People would usually not want to be near wasps, but it turns out that the insects’ nests are now being used by women in an odd new trend. While most people deal with vaginal problems by heading to the pharmacy to buy prescribed antibiotic creams, some can go as far as using the wasp nests to tighten and cleanse their lady parts.
Online retailers, like craft website Etsy, where most people can find pretty things for arts and crafts, have been selling oak galls, which are ground wasp nests to be used as a medicinal paste for the vagina, The Sun reported.
Oak galls are round, hardened balls considered to be abnormal growths found on trees. As explained in KQED Science, galls on trees are formed when insects, like wasps, introduce chemicals that make plant growth hormones more active. As a result, plant cells will increase in size or plant structures will be altered entirely.
The galls are not exactly home to wasps or the larvae, but more of a nursery for the eggs until they hatch. The galls have the right environment for the larvae to survive in. The words “wasp nests” would most likely discourage anyone from buying the product, so it’s been referred to as oak galls in the online listing.
Websites selling wasp nests for vaginas claim that the powdered form can be used topically to clean the female genitalia. They have also advertised oak galls as a substance that helps with the rejuvenation of the uterine wall following childbirth and healing of episiotomy cuts.
One seller wrote in Etsy:
“The galls, which contain tannin and small amounts of gallic acid and ellagic acid have antimicrobial qualities and are used in South East Asia especially Malaysia and Indonesia by women after childbirth to restore the elasticity of the uterine wall.”
Being the powerful astringent that it is, the seller cautioned that applying the oak gall paste on a cut would sting. Apart from its topical paste form, it was stated that the product can be used as a feminine wash or taken orally for “women’s general well-being.”
Most people would easily find this trend bizarre and disgusting, but according to Popular Science, some studies have shown that oak galls do have antimicrobial properties. Also called manjakani, these wasp nests have been used by women in China, Malaysia, India, and some parts of the Middle East to treat postpartum infections.
But renowned gynecologist Dr. Jen Gunter isn’t buying any of those claims and even branded the herbal product as “dangerous.” In her blog post, Gunter explained it’s a bad idea to use oak galls or wasp nests on the vagina.
“This product follows the same dangerous pathway of other ‘traditional’ vaginal practices, meaning tightening and drying the vagina which is both medically and sexually (for women anyway) undesirable.”
[Image by Azaliya/iStock]
Furthermore, the doctor, who recently called out Gwyneth Paltrow’s Goop site for promoting jade eggs to be inserted into the vagina for better orgasm, explained that oak galls can dry the vaginal mucosa.
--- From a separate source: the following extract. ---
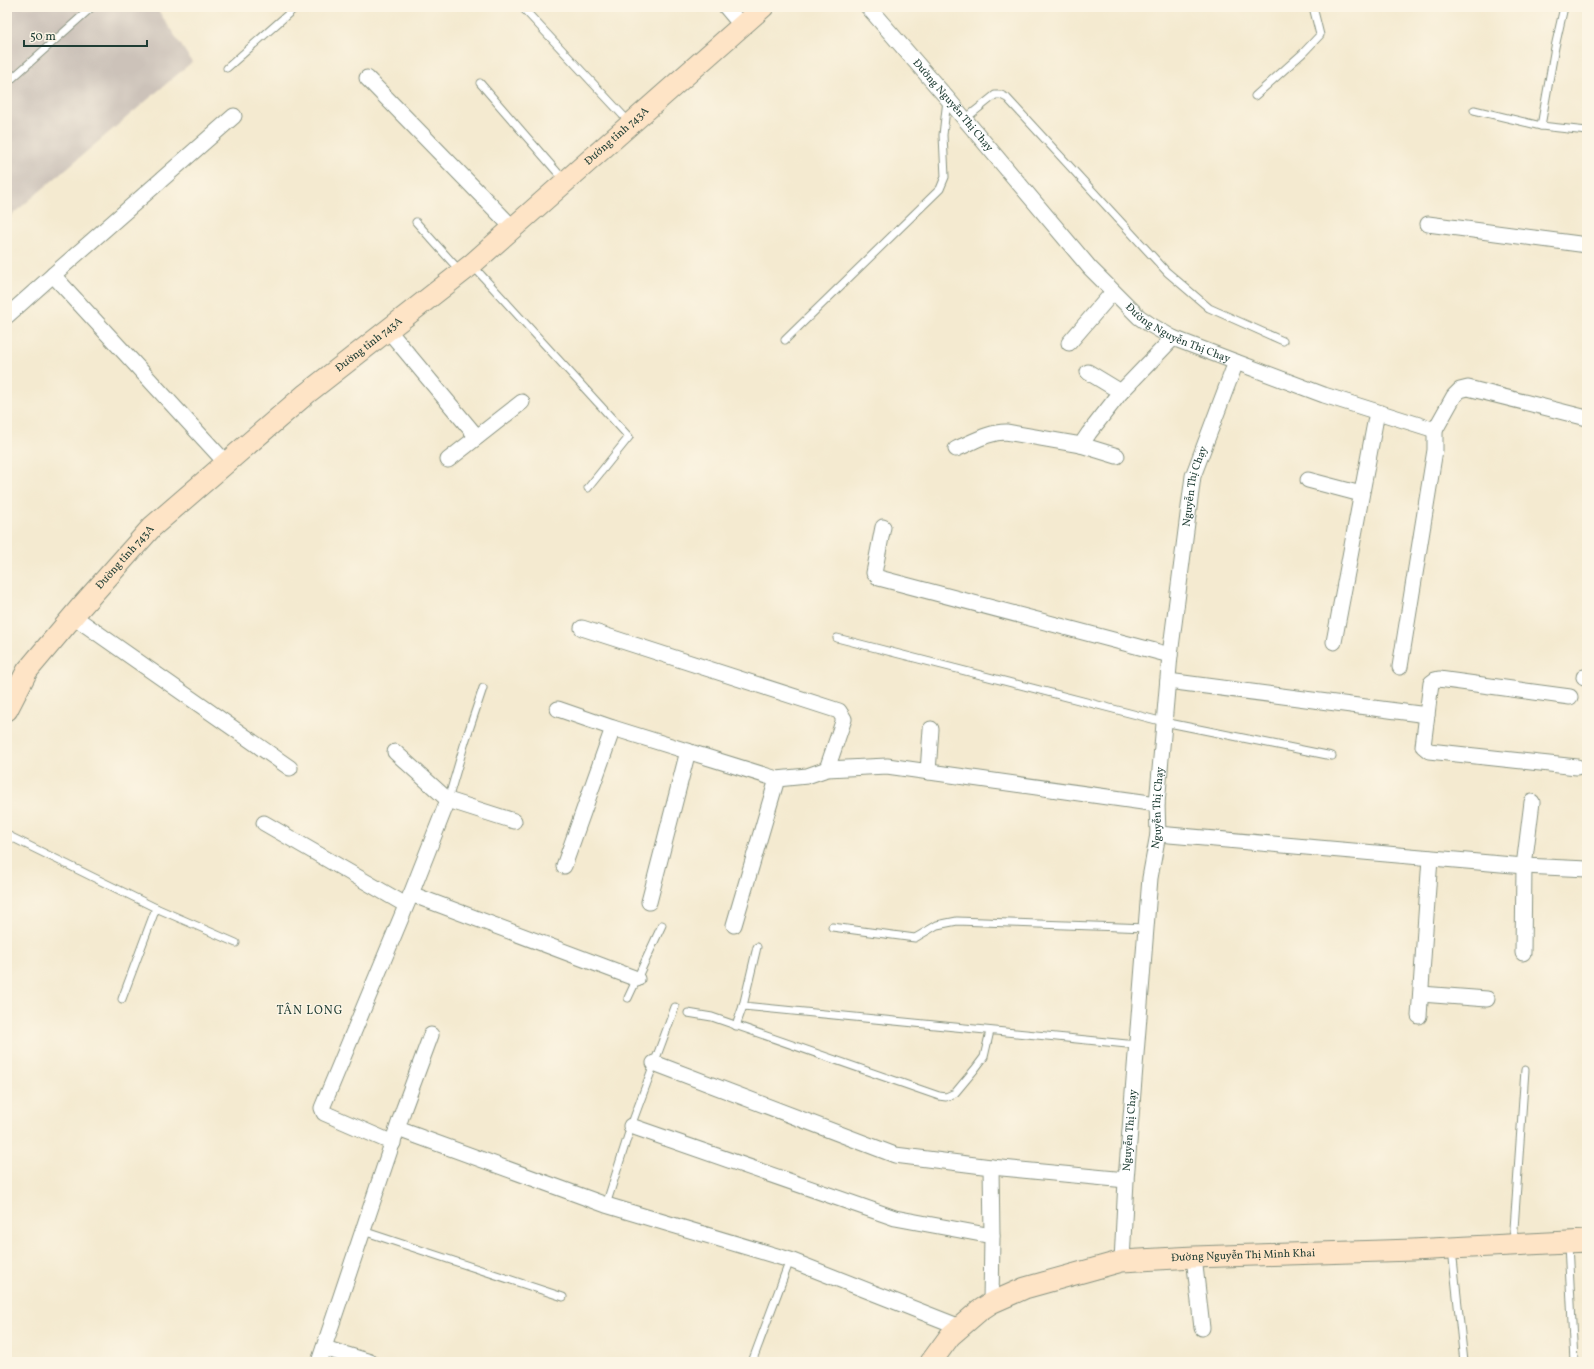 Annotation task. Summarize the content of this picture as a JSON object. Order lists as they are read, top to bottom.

This would result in painful sex. Also, the astringent can mess up the normal bacteria inside the vagina, which then causes more pain while having sex, and increase the risk of transmitting HIV.
“This is a dangerous practice with real potential to harm. Here’s a pro-tip, if something burns when you apply it to the vagina it is generally bad for the vagina.”
Gunter concludes by telling women not to be misled by the claims. The gynecologist gave a confident advice against putting ground-up wasp nest into the vagina. Women with problems in their privates should consult their gynecologist for solutions instead.